Reduce Stress to Improve Your Memory – 10 Helpful Tips

Courtesy of Helga Weber at

Stress is an issue that we all deal with on a daily basis; however, most of us don’t realize the impact that stress has on our memory. Stress is interpreted in many different ways but in human terms it is the body marshalling its resources to deal with a real or perceived threat. Stress plays a significant role in our ability to learn, store, and recall information when we need it. 

In short bursts, stress is actually healthy and an important part of our life.  It gets us excited, sharpens our senses, enhances our concentration, improves our memory and helps us perform at extraordinary levels. Physiologically, stress promotes the secretion of certain neurotransmitters (Norepineprhrine) that are required to create new memories.  They also have a positive impact on mood and perceptions which support creative thinking and problem solving. Creative thinking and problem solving stimulate brain development.
In stressful situations hormones are produced such as adrenalin, cortisol, and others which increase breathing, heart rate, blood pressure, alertness, and energy. We get quick bursts of energy, heightened memory functions, and lower sensitivity to pain.  At the same time, the body shuts down functions unnecessary for the emergency such as our growth, reproduction, and the immune systems. 
Stress over extended periods of time (chronic) wreaks havoc on our system, memory and brain health. Extended shut downs of perceived unnecessary functions compromise those systems and we begin to pick up sickness, rashes, and other ailments. In addition stress related hormones maintained at higher levels due to the chronic stress take their toll on areas of the brain that play an important role in memory.
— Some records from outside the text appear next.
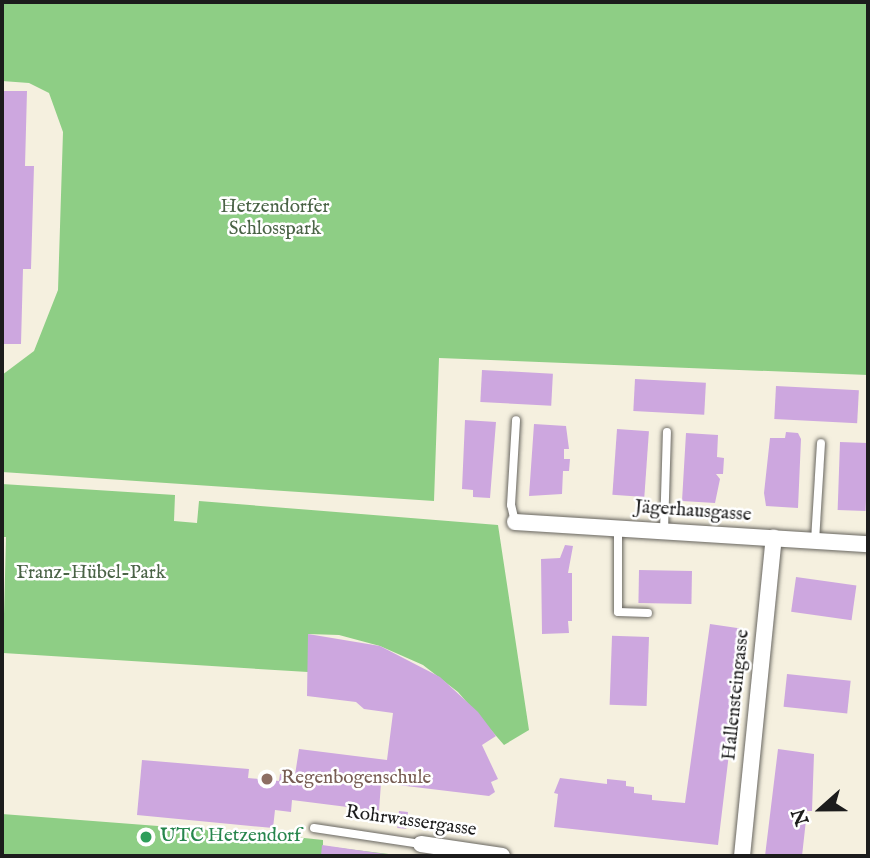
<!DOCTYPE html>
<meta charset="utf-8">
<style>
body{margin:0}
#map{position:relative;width:870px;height:858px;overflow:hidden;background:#f5f0df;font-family:"IM FELL English",serif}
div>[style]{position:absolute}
.green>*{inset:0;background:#8ece85}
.building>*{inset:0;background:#cda7df;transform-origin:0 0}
.roads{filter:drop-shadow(0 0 2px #686660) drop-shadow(0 0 2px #686660)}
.service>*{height:8px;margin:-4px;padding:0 4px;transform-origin:4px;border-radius:4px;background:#fff}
.minor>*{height:16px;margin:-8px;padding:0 8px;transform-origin:8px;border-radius:8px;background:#fff}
.dots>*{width:19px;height:19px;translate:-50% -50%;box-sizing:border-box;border:4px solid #fff;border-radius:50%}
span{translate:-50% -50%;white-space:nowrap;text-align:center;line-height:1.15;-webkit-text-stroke:5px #fff;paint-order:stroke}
.park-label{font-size:19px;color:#4a6346}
.street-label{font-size:19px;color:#1c1c1c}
.education-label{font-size:19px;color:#785e54}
.left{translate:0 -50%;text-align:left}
.leisure-label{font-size:19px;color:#27864d}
.frame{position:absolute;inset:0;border:4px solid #1c1c1c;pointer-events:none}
.north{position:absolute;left:786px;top:774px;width:70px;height:70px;-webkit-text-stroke:5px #fff;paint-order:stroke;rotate:249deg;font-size:19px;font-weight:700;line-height:28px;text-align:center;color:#1c1c1c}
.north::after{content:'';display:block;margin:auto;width:24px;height:32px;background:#1c1c1c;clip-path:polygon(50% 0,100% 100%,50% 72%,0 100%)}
</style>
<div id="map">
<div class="green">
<i style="clip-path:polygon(2px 2px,868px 2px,868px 375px,439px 358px,434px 501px,2px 472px,2px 375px,34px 351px,58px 290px,63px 132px,49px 93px,29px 83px,2px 81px)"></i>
<i style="clip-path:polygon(2px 484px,175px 495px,174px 521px,197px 523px,199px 501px,498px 525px,529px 730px,504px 745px,458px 692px,423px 665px,380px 646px,339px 635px,308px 634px,308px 672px,3px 653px,6px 537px,2px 537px)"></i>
<i style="clip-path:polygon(2px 814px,223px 831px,233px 838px,275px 843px,295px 837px,323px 840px,323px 846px,405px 856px,2px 856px)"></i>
</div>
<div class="building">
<i style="clip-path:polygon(2px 91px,27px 91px,25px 166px,34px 166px,31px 269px,23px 269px,21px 344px,2px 344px)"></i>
<i style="left:482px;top:370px;width:71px;height:32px;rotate:3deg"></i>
<i style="left:635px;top:379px;width:71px;height:32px;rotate:3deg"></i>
<i style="left:776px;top:386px;width:83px;height:33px;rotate:3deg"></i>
<i style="clip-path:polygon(465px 420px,496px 422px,490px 498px,473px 497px,473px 490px,462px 489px)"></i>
<i style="clip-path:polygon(534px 424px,566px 426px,569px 449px,564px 449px,564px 459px,570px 459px,569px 471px,563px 471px,562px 494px,529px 496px)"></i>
<i style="left:617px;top:429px;width:32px;height:66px;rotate:4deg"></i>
<i style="clip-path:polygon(786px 432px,798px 433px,801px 439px,798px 508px,766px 506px,764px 493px,770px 438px,785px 438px)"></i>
<i style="clip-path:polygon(686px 433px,718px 435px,717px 457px,724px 458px,723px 474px,716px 474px,720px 479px,715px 503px,682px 501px)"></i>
<i style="left:840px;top:442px;width:28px;height:68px;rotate:2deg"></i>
<i style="clip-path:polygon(565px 545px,573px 546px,568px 573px,572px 573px,572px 621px,568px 621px,569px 633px,542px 634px,541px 559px,560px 558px)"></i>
<i style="left:639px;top:570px;width:53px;height:33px;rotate:1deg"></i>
<i style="left:796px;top:577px;width:61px;height:35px;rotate:8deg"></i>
<i style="clip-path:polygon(710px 624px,744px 629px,718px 845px,554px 827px,558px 794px,554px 793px,560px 778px,607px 784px,607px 779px,626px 781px,626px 786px,634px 787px,634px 793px,652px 795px,652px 800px,685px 803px)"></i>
<i style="clip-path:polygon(308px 634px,380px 646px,440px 677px,478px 712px,496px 736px,482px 745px,498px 779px,491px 782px,495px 792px,489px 796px,381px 783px,379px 811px,292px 800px,291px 812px,275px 810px,273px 828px,137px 815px,142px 760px,249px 769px,248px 778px,279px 781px,280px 774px,295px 775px,299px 749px,387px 760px,393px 713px,364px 709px,356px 702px,307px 696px)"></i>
<i style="left:649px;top:637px;width:69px;height:37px;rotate:92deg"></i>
<i style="left:787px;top:674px;width:64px;height:33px;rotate:6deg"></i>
<i style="clip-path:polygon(778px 749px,814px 754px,812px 811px,807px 811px,802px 856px,765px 856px)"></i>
<i style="left:399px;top:811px;width:9px;height:17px;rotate:6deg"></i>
<i style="clip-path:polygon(322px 845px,392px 855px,392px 856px,321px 856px)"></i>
</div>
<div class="roads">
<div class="service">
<i style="left:515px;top:522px;width:17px;rotate:-103deg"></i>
<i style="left:511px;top:505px;width:85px;rotate:-86.6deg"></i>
<i style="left:618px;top:528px;width:84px;rotate:90deg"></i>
<i style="left:618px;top:612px;width:30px;rotate:2deg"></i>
<i style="left:664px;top:531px;width:99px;rotate:-88.3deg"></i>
<i style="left:815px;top:541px;width:98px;rotate:-86.5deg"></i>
<i style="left:314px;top:828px;width:108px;rotate:8.5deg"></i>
</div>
<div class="minor">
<i style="left:515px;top:522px;width:354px;rotate:3.6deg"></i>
<i style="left:421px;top:844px;width:82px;rotate:8.4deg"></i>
<i style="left:742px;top:856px;width:320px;rotate:-84.3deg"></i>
</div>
</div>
<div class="dots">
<i style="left:267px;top:779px;background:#8d6e63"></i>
<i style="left:146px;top:837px;background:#2e9e5b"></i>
</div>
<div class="park-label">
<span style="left:275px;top:219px">Hetzendorfer<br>Schlosspark</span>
<span style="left:91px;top:574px">Franz-Hübel-Park</span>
</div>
<div class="street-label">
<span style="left:693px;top:512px;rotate:4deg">Jägerhausgasse</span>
<span style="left:737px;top:695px;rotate:-84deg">Hallensteingasse</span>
<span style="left:411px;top:822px;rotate:8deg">Rohrwassergasse</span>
</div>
<div class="education-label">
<span class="left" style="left:281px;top:779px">Regenbogenschule</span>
</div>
<div class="leisure-label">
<span class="left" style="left:160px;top:837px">UTC Hetzendorf</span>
</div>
<div class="frame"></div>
<div class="north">N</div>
</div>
As a result, we have more difficulty thinking, learning, and accessing long term memories. 
In many cases a proactive approach to reducing and managing your stress can reverse many of the stress related memory issues.  It takes organization, consistency, the right attitude, and finding the right thing for you.  Below are a few tips from Mental Health America on reducing and/or controlling stress.

1) Be realistic. If you feel overwhelmed by some activities (yours and/or your family’s), learn to say NO! Eliminate an activity that is not absolutely necessary. You may be taking on more responsibility than you can or should handle. If you meet resistance, give reasons why you’re making the changes. Be willing to listen to other’s suggestions and be ready to compromise.  

2) Shed the “superman/superwoman” urge. No one is perfect, so don’t expect perfection from yourself or others. Ask yourself, “What really needs to be done?” How much can I do? Is the deadline realistic? What adjustments can I make?” Don’t hesitate to ask for help if you need it. 

3) Meditate.  Just ten to twenty minutes of quiet reflection may bring relief from chronic stress as well as increase your tolerance to it. Use the time to listen to music, relax and try to think of pleasant things or nothing. You can even use your imagination and picture how you can manage a stressful situation more successfully.   

4) Take one thing at a time.  For people under tension or stress, an ordinary workload can sometimes seem unbearable. The best way to cope with this feeling of being overwhelmed is to take one task at a time. Pick one urgent task and work on it. Once you accomplish that task, choose the next one. The positive feeling of “checking off” tasks is very satisfying. It will motivate you to keep going.  

5) Exercise. Regular exercise is a popular way to relieve stress. Twenty to thirty minutes of physical activity benefits both the body and the mind.  

6) Hobbies. Take a break from your worries by doing something you enjoy. Whether it’s gardening or painting, schedule time to indulge your interest.  

7) Healthy life style. Good nutrition makes a difference. Limit intake of caffeine and alcohol (alcohol actually disturbs regular sleep patterns), get adequate rest, exercise, and balance work and play.  

8) Share your feelings.  A conversation with a friend lets you know that you are not the only one having a bad day, caring for a sick child or working in a busy office. Stay in touch with friends and family. Let them provide love, support and guidance. Don’t try to cope alone. 

9) Give in occasionally. Be flexible! If you find you’re meeting constant opposition in either your personal or professional life, rethink your position or strategy. Arguing only intensifies stressful feelings. If you know you are right, stand your ground, but do so calmly and rationally. Make allowances for other’s opinions and be prepared to compromise. If you are willing to give in, others may meet you halfway. Not only will you reduce your stress, you may find better solutions to your problems.  

10) Go easy with criticism. You may expect too much of yourself and others. Try not to feel frustrated, let down, disappointed or even “trapped” when another person does not measure up. The “other person” may be a wife, a husband, or child whom you are trying to change to suit yourself. Remember, everyone is unique, and has his or her own virtues, shortcomings, and right to develop as an individual.